DesignWare Mobile Storage Host Controller Core: Handling Timing Requirement for SD3.0 Cards
P.K. Venkataraghavan
Vishwanath Kakarla
Venkata Giri Kumar P
Devashish Dutta
This article describes the timing requirement needed for interfacing the DesignWare Mobile Storage (DWC_mobile_storage) Host Controller core (version 2.20a and version 2.30a) to SD cards that have different modes of operation. It explains how an external clock multiplexor structure is needed to meet the timing requirements across the various card operating modes described in the SD Memory card specification Version 3.0.
Phase shift values must be determined after place and route and then used for back annotation. This article describes the structure with typical delays at a 65nm process technology.
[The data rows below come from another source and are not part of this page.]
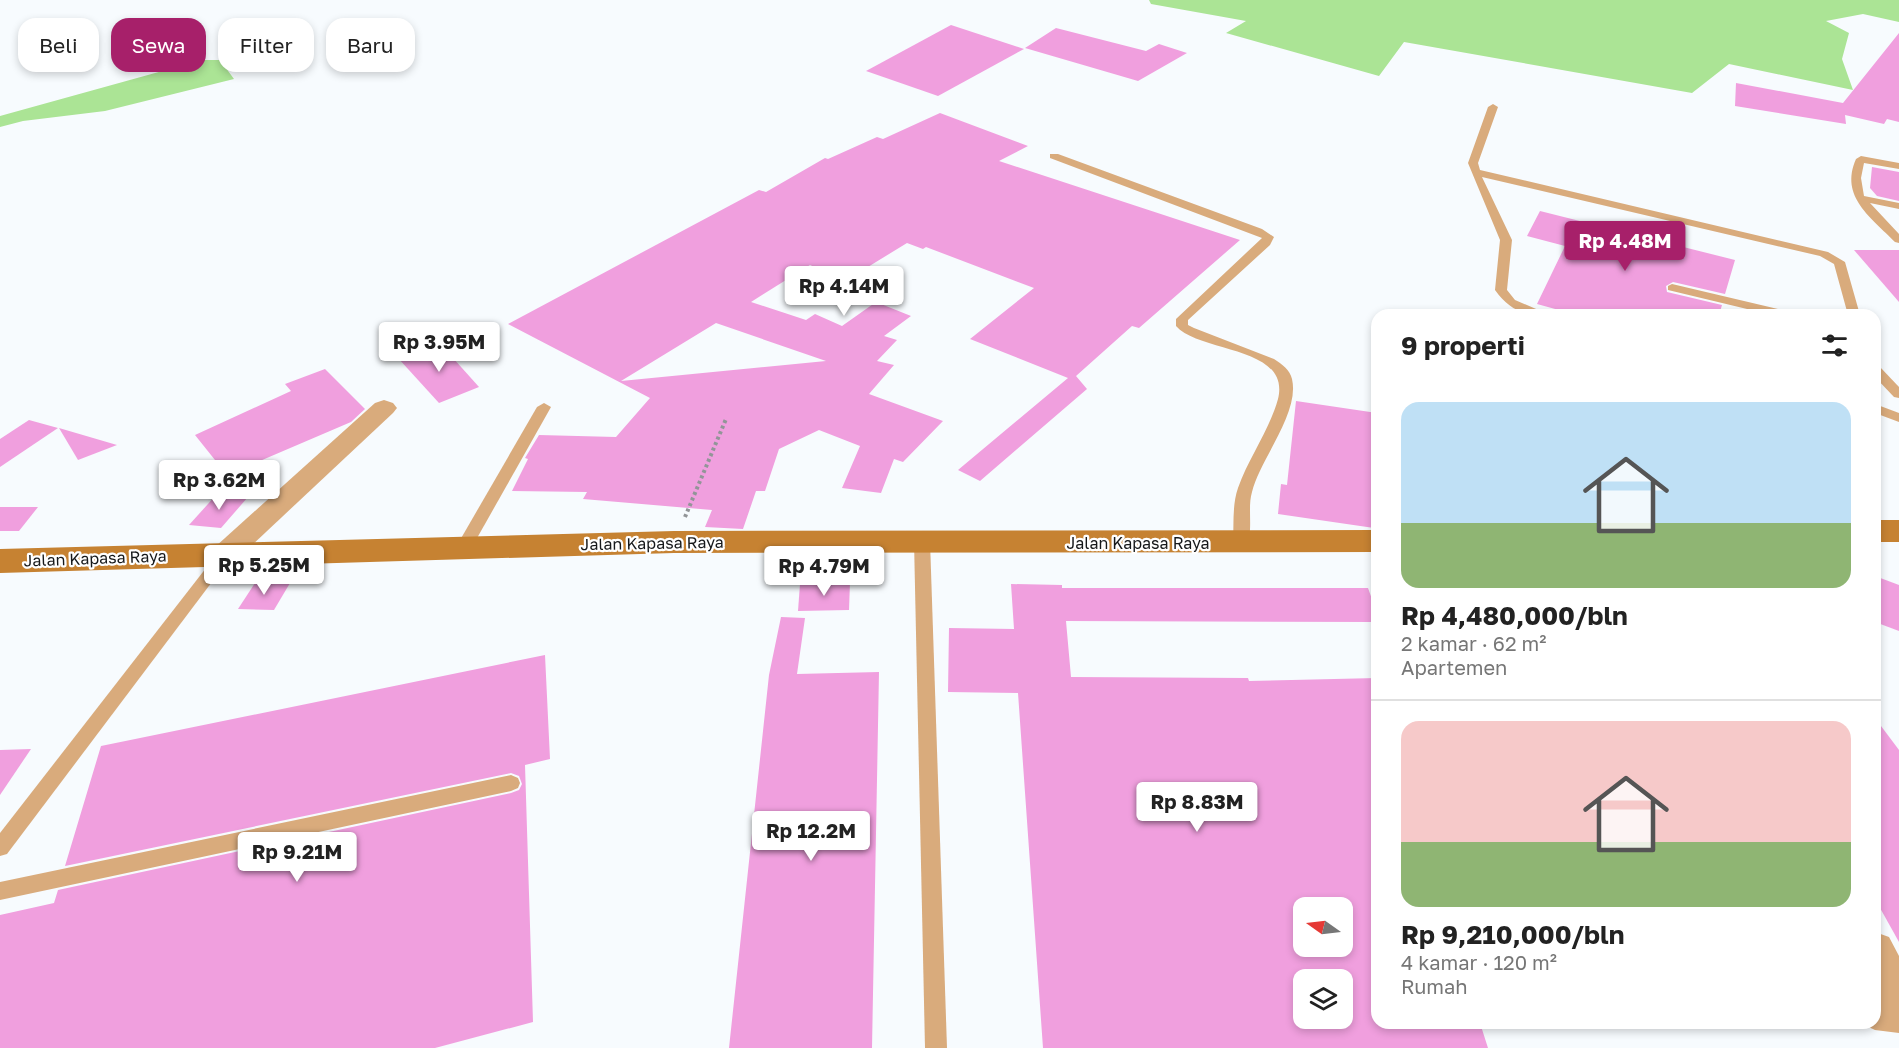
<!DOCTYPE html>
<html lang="id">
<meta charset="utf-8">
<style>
body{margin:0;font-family:"Golos Text",sans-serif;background:#f6f6f6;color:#222;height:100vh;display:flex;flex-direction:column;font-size:22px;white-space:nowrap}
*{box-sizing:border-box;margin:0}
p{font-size:20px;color:#767676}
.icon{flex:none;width:33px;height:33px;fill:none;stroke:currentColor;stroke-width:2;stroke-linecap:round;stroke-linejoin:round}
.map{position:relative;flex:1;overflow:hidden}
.details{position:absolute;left:1371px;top:309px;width:510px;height:720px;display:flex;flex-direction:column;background:#fff;border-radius:18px;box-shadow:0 3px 9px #0003}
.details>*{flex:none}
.top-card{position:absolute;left:18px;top:18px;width:570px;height:54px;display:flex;gap:12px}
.needle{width:39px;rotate:284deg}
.tools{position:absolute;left:1293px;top:897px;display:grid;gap:12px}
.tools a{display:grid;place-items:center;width:60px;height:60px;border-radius:12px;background:#fff;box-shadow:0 3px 9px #0003;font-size:30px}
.price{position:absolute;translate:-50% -51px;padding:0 14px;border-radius:6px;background:#fff;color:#222;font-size:20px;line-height:39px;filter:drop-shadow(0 2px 3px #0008)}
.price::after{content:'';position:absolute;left:50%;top:36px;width:18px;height:14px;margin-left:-9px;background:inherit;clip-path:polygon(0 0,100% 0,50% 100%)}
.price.active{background:#a7206a;color:#fff}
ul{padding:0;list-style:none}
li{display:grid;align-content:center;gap:12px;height:318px;padding:0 30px}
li+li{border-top:2px solid #e0e0e0}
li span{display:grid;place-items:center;height:186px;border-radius:18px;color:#555}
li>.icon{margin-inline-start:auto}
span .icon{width:108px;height:108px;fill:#fffc;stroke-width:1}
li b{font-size:26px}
h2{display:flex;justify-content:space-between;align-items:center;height:72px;padding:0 30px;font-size:26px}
.chip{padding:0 21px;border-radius:18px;background:#fff;box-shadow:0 3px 9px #0003;font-size:21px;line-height:54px}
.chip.active{background:#a7206a;color:#fff}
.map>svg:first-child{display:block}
.green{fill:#abe495}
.building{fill:#f09fde;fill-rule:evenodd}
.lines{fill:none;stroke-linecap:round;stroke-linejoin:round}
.path{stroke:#929598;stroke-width:4;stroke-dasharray:3 3;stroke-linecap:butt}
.lane{fill:#d9ab7c;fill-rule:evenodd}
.street{fill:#d9ab7c;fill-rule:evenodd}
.secondary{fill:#c68232;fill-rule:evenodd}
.labels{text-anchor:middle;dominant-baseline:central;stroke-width:4.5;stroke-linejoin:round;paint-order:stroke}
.street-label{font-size:16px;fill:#16181a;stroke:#fff}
</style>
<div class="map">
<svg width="1899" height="1048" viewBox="0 0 1899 1048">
<rect width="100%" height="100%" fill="#f7fbfe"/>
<g class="green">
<polygon points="1149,0 1899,0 1899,22 1863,14 1826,21 1849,33 1842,59 1853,90 1729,64 1692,93 1404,42 1379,76 1226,33 1246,21 1151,4"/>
<polygon points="202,60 220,60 234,79 105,111 23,121 0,127 0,116"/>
</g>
<g class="building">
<polygon points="951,25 1024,49 938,96 866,71"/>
<polygon points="1056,28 1146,51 1159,44 1187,53 1138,81 1025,48"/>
<polygon points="1899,33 1899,122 1887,119 1884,124 1845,115 1846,124 1735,106 1736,83 1843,103"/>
<path d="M940 113 1028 146 999 161 1240 240 1139 328 1132 326 1076 376 1087 389 980 481 958 470 1068 378 970 339 1034 288 926 247 923 249 907 243 845 281 810 265 751 302 806 320 815 314 842 326 876 302 911 316 884 336 897 340 877 361 894 365 869 394 943 421 903 462 894 459 881 493 842 488 860 446 819 430 779 449 765 491H756L743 529 705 527 712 510 583 499 587 492 512 491 528 459 525 458 539 435 616 437 650 398 508 324 759 190 766 192 825 158 828 159 877 137 883 139ZM716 323 826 361 621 381Z"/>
<polygon points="1872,167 1899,172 1899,201 1877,196 1870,188"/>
<polygon points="1540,211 1735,260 1725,294 1673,282 1666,286 1667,292 1722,305 1719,315 1577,315 1537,304 1565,246 1527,236"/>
<polygon points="1854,250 1899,250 1899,302"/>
<polygon points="436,343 453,358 479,387 439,403 398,358"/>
<polygon points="325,369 365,409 351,422 227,475 195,435 291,391 285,384"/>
<polygon points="1296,401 1377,413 1374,528 1278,514 1281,484 1287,485"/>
<polygon points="29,420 58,428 0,467 0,439"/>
<polygon points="59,428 117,445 78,460"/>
<polygon points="217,494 248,497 221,528 189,525"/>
<polygon points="0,507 38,507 19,531 0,531"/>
<polygon points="1875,576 1899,585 1899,631 1875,622"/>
<polygon points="850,582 849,610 798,611 800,584"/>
<polygon points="255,583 290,583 274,610 238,609"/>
<path d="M1011 584 1062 585V588H1368L1377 613V622L1066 621 1071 677 1248 678 1249 681 1377 678V1023H1480L1488 1048H1043L1018 693 948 692 949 628 1014 629ZM1304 908H1342V946H1304ZM1304 980H1342V1018H1304Z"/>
<polygon points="781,617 805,618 797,674 879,672 872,1048 729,1048 769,675"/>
<polygon points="545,655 550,759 525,765 533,1022 435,1048 0,1048 0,915 54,903 58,890 511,793 519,790 522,784 519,776 511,773 65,866 101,746"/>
<polygon points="1875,718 1899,750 1899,942 1875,899"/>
<polygon points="31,749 0,795 0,750"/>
</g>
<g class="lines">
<polyline class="path" points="685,517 726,419"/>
<g class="lane">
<path d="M1493 104 1498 107 1478 163 1480 170 1828 252 1845 262 1860 315H1848L1834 264 1820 256 1482 177 1512 240 1507 290 1515 300 1550 315C1524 315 1510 311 1495 290L1500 240 1468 163 1488 107Z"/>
<path d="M1050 154H1058L1262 229 1274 237 1270 245 1188 320V325L1194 328 1274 359C1282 364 1290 370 1292 379 1300 413 1260 459 1252 492 1247 508 1254 532 1246 547L1241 548 1233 543C1234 525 1232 505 1238 488 1249 457 1269 431 1278 399 1291 346 1200 353 1176 326V319L1262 238 1050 158Z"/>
<path d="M1861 156 1899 163V169L1864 163 1861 178 1864 196 1899 203V209L1870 203 1899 234V243L1895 242C1872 218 1839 197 1856 159Z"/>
<polygon points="1672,284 1791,312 1793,315 1772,315 1668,290 1668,286"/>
<polygon points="1875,366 1880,367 1899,387 1899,398 1894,397 1875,377"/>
<polygon points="544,403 551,407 472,547 464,552 459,551 456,547 537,407"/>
<polygon points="1875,404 1899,413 1899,422 1875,413"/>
<polygon points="922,536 930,541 947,1048 925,1048 914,541"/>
<polygon points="225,549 233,554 230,558 7,854 0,856 0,833 220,550"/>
<polygon points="511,775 518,778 520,783 518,788 511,791 0,900 0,882"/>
</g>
<g class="street">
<polygon points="384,400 393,403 397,408 393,413 235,561 225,564 215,561 210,554 215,547 375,403"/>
<polygon points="1875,932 1889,937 1899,956 1899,1033 1875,1030 1860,1023 1875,1023"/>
</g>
<g class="secondary">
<rect x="1875" y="520" width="24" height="22"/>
<polygon points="1377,530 1377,552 674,553 0,573 0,549 674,531"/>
</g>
</g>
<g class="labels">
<g class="street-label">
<text transform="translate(652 543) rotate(-1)">Jalan Kapasa Raya</text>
<text x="1138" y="543">Jalan Kapasa Raya</text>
<text transform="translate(95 558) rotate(-2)">Jalan Kapasa Raya</text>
</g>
</g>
</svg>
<div class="tools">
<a><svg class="needle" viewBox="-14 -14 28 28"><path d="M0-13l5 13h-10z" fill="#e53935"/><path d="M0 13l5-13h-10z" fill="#767676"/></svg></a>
<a><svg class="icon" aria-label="layers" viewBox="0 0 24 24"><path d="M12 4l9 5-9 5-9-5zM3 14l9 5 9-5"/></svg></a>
</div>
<b class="price active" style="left:1625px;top:272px">Rp 4.48M</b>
<b class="price" style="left:844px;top:317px">Rp 4.14M</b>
<b class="price" style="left:439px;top:373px">Rp 3.95M</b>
<b class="price" style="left:219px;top:511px">Rp 3.62M</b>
<b class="price" style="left:264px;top:596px">Rp 5.25M</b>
<b class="price" style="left:824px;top:597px">Rp 4.79M</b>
<b class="price" style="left:1197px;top:833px">Rp 8.83M</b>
<b class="price" style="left:811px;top:862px">Rp 12.2M</b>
<b class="price" style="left:297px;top:883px">Rp 9.21M</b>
<div class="top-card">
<a class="chip">Beli</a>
<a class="chip active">Sewa</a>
<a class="chip">Filter</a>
<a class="chip">Baru</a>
</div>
<section class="details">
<h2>9 properti<svg class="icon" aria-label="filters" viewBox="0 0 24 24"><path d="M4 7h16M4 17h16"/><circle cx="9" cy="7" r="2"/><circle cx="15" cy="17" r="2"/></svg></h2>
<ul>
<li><span style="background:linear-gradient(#bfe0f5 65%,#8fb573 0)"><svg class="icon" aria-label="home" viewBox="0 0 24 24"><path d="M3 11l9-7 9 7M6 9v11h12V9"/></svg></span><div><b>Rp 4,480,000/bln</b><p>2 kamar · 62 m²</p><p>Apartemen</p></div></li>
<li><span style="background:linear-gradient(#f6c9c9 65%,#8fb573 0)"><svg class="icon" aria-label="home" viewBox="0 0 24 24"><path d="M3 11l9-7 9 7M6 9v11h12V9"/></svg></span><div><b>Rp 9,210,000/bln</b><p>4 kamar · 120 m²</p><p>Rumah</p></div></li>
</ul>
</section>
</div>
The I/O pad delays should be kept to a minimum in order to reduce stress on timing at both the host controller and card interface.
Timing Requirements for SD 3.0 cards
Table 1 below shows the input timing requirements that act as constraints for the Mobile Storage Host Controller output path to the SD 3.0 card.
| MODE | Maximum Freq of Operation | Hold Time Requirement | Setup Time Requirement |
| SDR104 | 200Mhz | .8ns | 1.4ns |
| SDR50 | 100Mhz | .8ns | 3ns |
| DDR50(CMD line) | 50Mhz | .8ns | 6ns |
| DDR50(DAT line) | 50Mhz | .8ns | 3ns |
| SDR25 | 50Mhz | 2ns | 6ns |
| SDR12 | 25Mhz | 5ns | 5ns |
| Identification Mode | 400Khz | 5ns | 5ns |
| Table-1: SD 3.0 specification for card input timings |
Table 2 below shows the card output timing requirements that act as constraints for the Mobile Storage Host Controller input path from the card.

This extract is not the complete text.